Honourable mentions:

  • Linux VM Images - we've already ticked almost all of these boxes, I'm including it since it's such a large collection but have never personally used it. Maybe today's the day you'll find something exotic in there.
  • VirtualBoxes provides a few interesting non-linux images like Plan9 and MINIX.
  • There is no better place to snag a weird Windows beta or nostalgia trip than Virtual Disk Images
  • Microsoft provides evaluation versions of some editions of Windows and Windows Server; the CLI-only distribution of Hypervisor 2012 is provided here free of charge.

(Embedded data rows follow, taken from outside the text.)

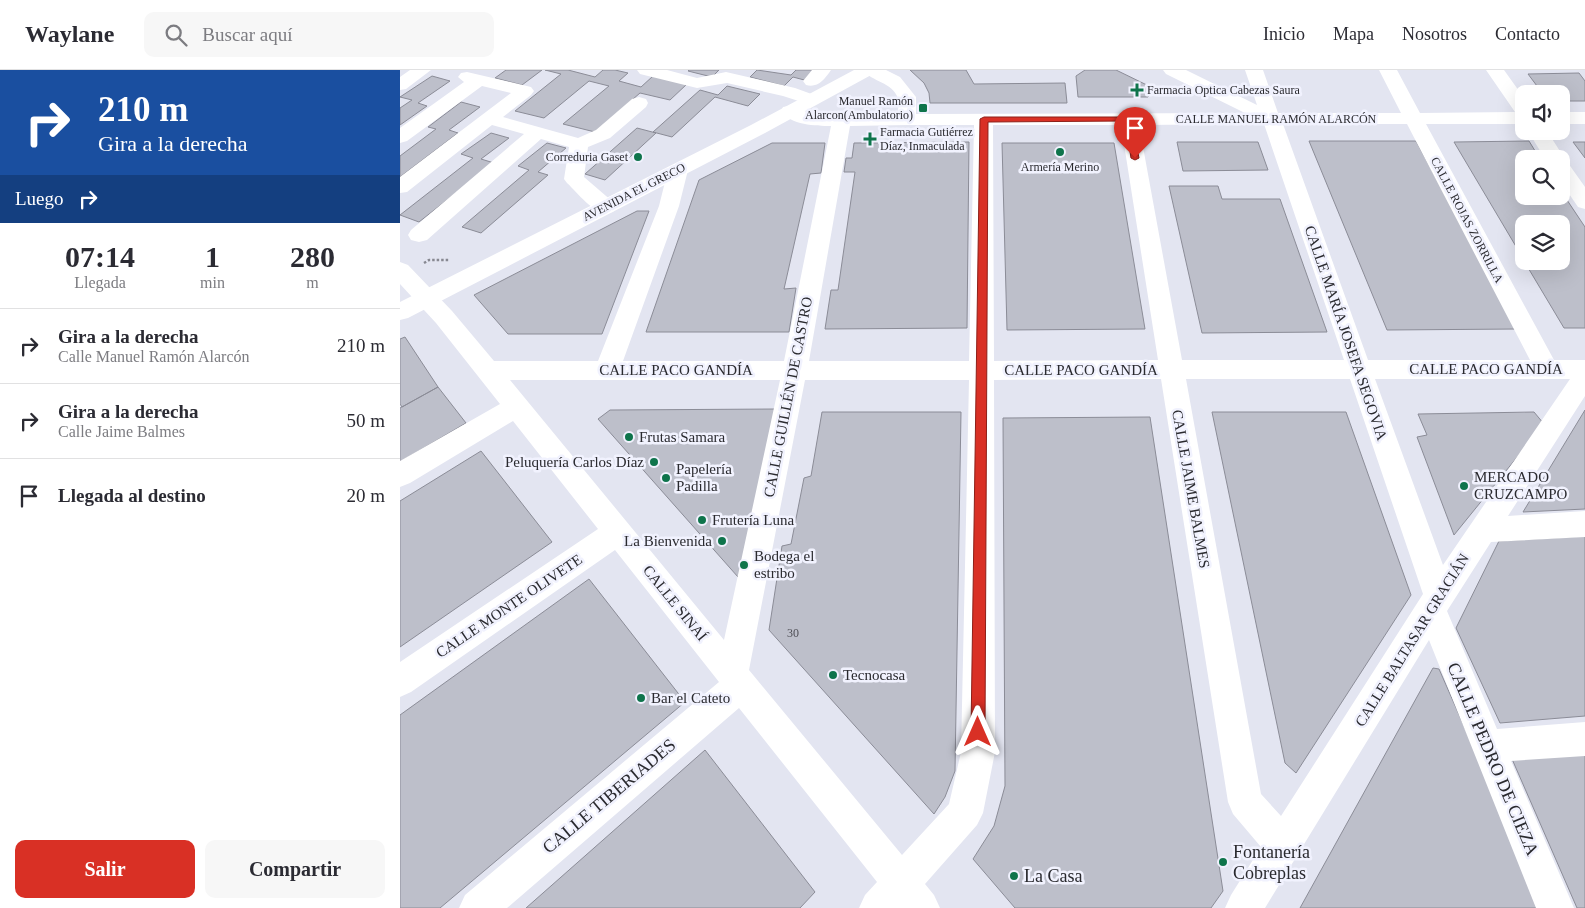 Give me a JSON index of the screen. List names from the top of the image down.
{
  "streets": {
    "street": [
      "CALLE MANUEL RAMÓN ALARCÓN",
      "AVENIDA EL GRECO",
      "CALLE ROJAS ZORRILLA",
      "CALLE MARÍA JOSEFA SEGOVIA",
      "CALLE PACO GANDÍA",
      "CALLE GUILLÉN DE CASTRO",
      "CALLE JAIME BALMES",
      "CALLE SINAÍ",
      "CALLE MONTE OLIVETE",
      "CALLE BALTASAR GRACIÁN",
      "CALLE PEDRO DE CIEZA",
      "CALLE TIBERIADES"
    ]
  },
  "crossings": [
    ["CALLE MANUEL RAMÓN ALARCÓN", "AVENIDA EL GRECO"],
    ["CALLE MANUEL RAMÓN ALARCÓN", "CALLE ROJAS ZORRILLA"],
    ["CALLE MANUEL RAMÓN ALARCÓN", "CALLE MARÍA JOSEFA SEGOVIA"],
    ["CALLE MANUEL RAMÓN ALARCÓN", "CALLE GUILLÉN DE CASTRO"],
    ["CALLE MANUEL RAMÓN ALARCÓN", "CALLE JAIME BALMES"],
    ["AVENIDA EL GRECO", "CALLE SINAÍ"],
    ["CALLE ROJAS ZORRILLA", "CALLE PACO GANDÍA"],
    ["CALLE MARÍA JOSEFA SEGOVIA", "CALLE PACO GANDÍA"],
    ["CALLE MARÍA JOSEFA SEGOVIA", "CALLE BALTASAR GRACIÁN"],
    ["CALLE MARÍA JOSEFA SEGOVIA", "CALLE PEDRO DE CIEZA"],
    ["CALLE PACO GANDÍA", "CALLE GUILLÉN DE CASTRO"],
    ["CALLE PACO GANDÍA", "CALLE JAIME BALMES"],
    ["CALLE PACO GANDÍA", "CALLE SINAÍ"],
    ["CALLE GUILLÉN DE CASTRO", "CALLE SINAÍ"],
    ["CALLE GUILLÉN DE CASTRO", "CALLE TIBERIADES"],
    ["CALLE JAIME BALMES", "CALLE BALTASAR GRACIÁN"],
    ["CALLE SINAÍ", "CALLE MONTE OLIVETE"],
    ["CALLE SINAÍ", "CALLE TIBERIADES"],
    ["CALLE BALTASAR GRACIÁN", "CALLE PEDRO DE CIEZA"]
  ],
  "places": {
    "health": ["Farmacia Optica Cabezas Saura", "Farmacia Gutiérrez Díaz, Inmaculada"],
    "transit": ["Manuel Ramón Alarcon(Ambulatorio)"],
    "other": [
      "Armería Merino",
      "Correduria Gaset",
      "Frutas Samara",
      "Peluquería Carlos Díaz",
      "Papelería Padilla",
      "MERCADO CRUZCAMPO",
      "Frutería Luna",
      "La Bienvenida",
      "Bodega el estribo",
      "Tecnocasa",
      "Bar el Cateto",
      "Fontanería Cobreplas",
      "La Casa"
    ]
  },
  "house_numbers": ["30"],
  "page": {
    "header": "Waylane",
    "search": "Buscar aquí",
    "nav": [
      "Inicio",
      "Mapa",
      "Nosotros",
      "Contacto"
    ],
    "turn": ["210 m", "Gira a la derecha"],
    "then": "Luego",
    "eta": [
      "07:14",
      "Llegada",
      "1",
      "min",
      "280",
      "m"
    ],
    "list": [
      {
        "name": "Gira a la derecha",
        "note": "Calle Manuel Ramón Alarcón",
        "value": "210 m"
      },
      {
        "name": "Gira a la derecha",
        "note": "Calle Jaime Balmes",
        "value": "50 m"
      },
      {
        "name": "Llegada al destino",
        "value": "20 m"
      }
    ],
    "buttons": ["Salir", "Compartir"]
  }
}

  • Server 2008 R2 is available as a 180 day evaluation but Server 2003 R2's product page does not indicate a time limit (you tell me - I have better things to do! :D)

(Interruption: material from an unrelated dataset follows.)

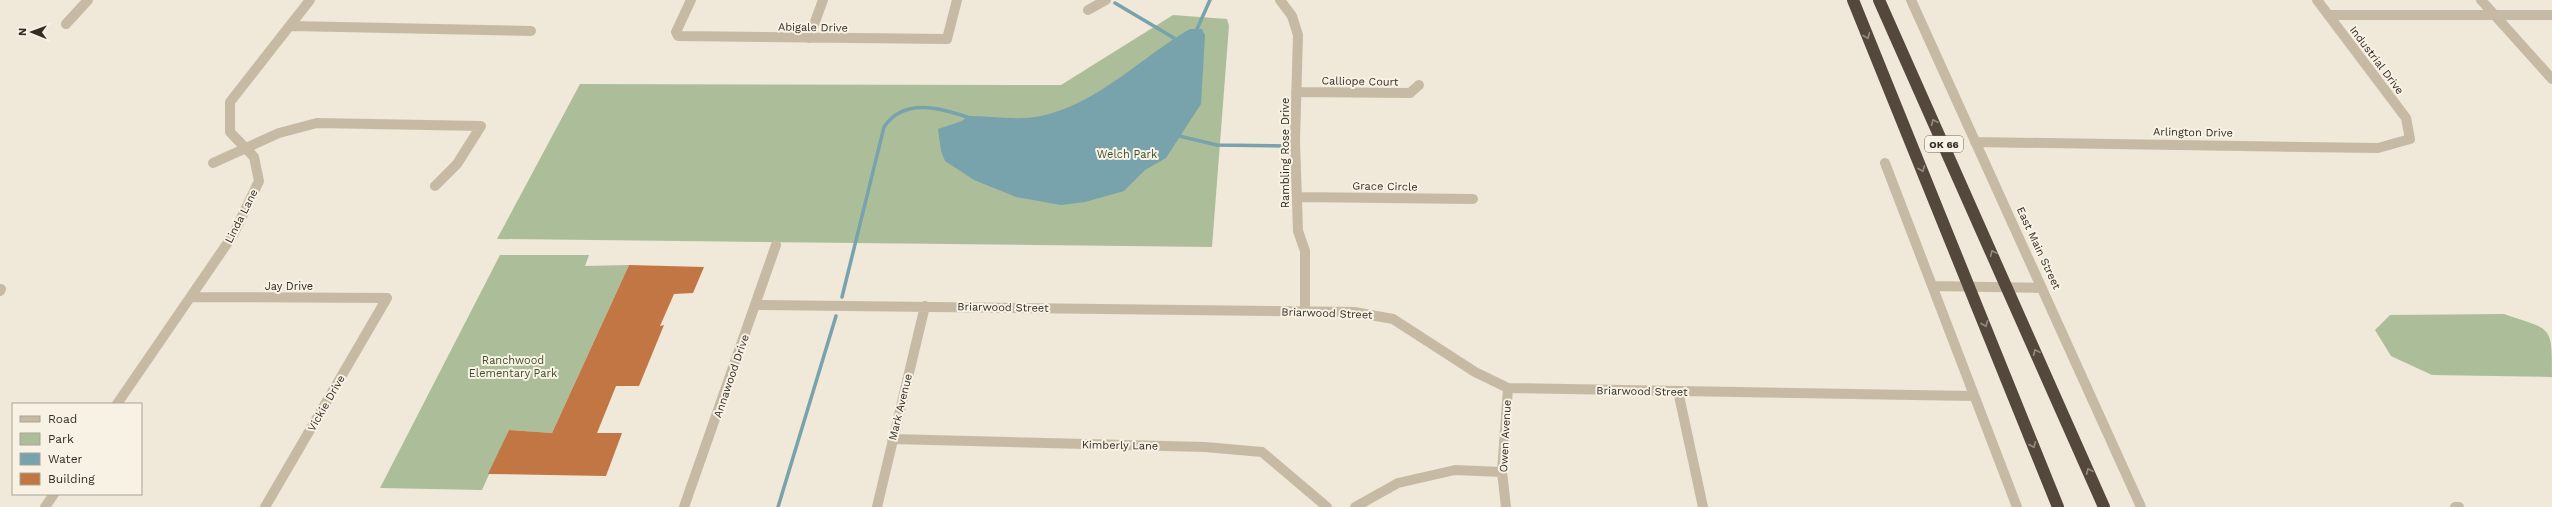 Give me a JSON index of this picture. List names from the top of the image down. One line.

  • Well, this doesn't look like a sanctioned release of Windows 98 SE but I won't tell if you won't.
  • The Naval Postgraduate School's Center for Cybersecurity and Cyber Operations provides "Labtainers"- Fully packaged Linux-based computer science lab exercises with an initial emphasis on cybersecurity. God damn youth is wasted on the young. I wish i had time to play with this.
  • Oh hey! TurnKey is still a thing. I'm afraid its integration/management features are about as compelling as its selection of software in comparison to UCS; particularly as the TurnKey Hub requires AWS... and I think at least half of the half dozen "fine publications" it touts having received coverage in went out of business while I was yet nae but knee-hight... >.>
  • This disposable browser appliance had a lot more appeal 10 years ago when it was maintained around 300MB, the Firefox installation kept only a few versions behind and both virtualization technology and free, pre-configured virtual machine images were much harder to come by. I suppose I'm including it for nostalgia's sake, you're better off downloading the CentOS desktop version from OSBoxes.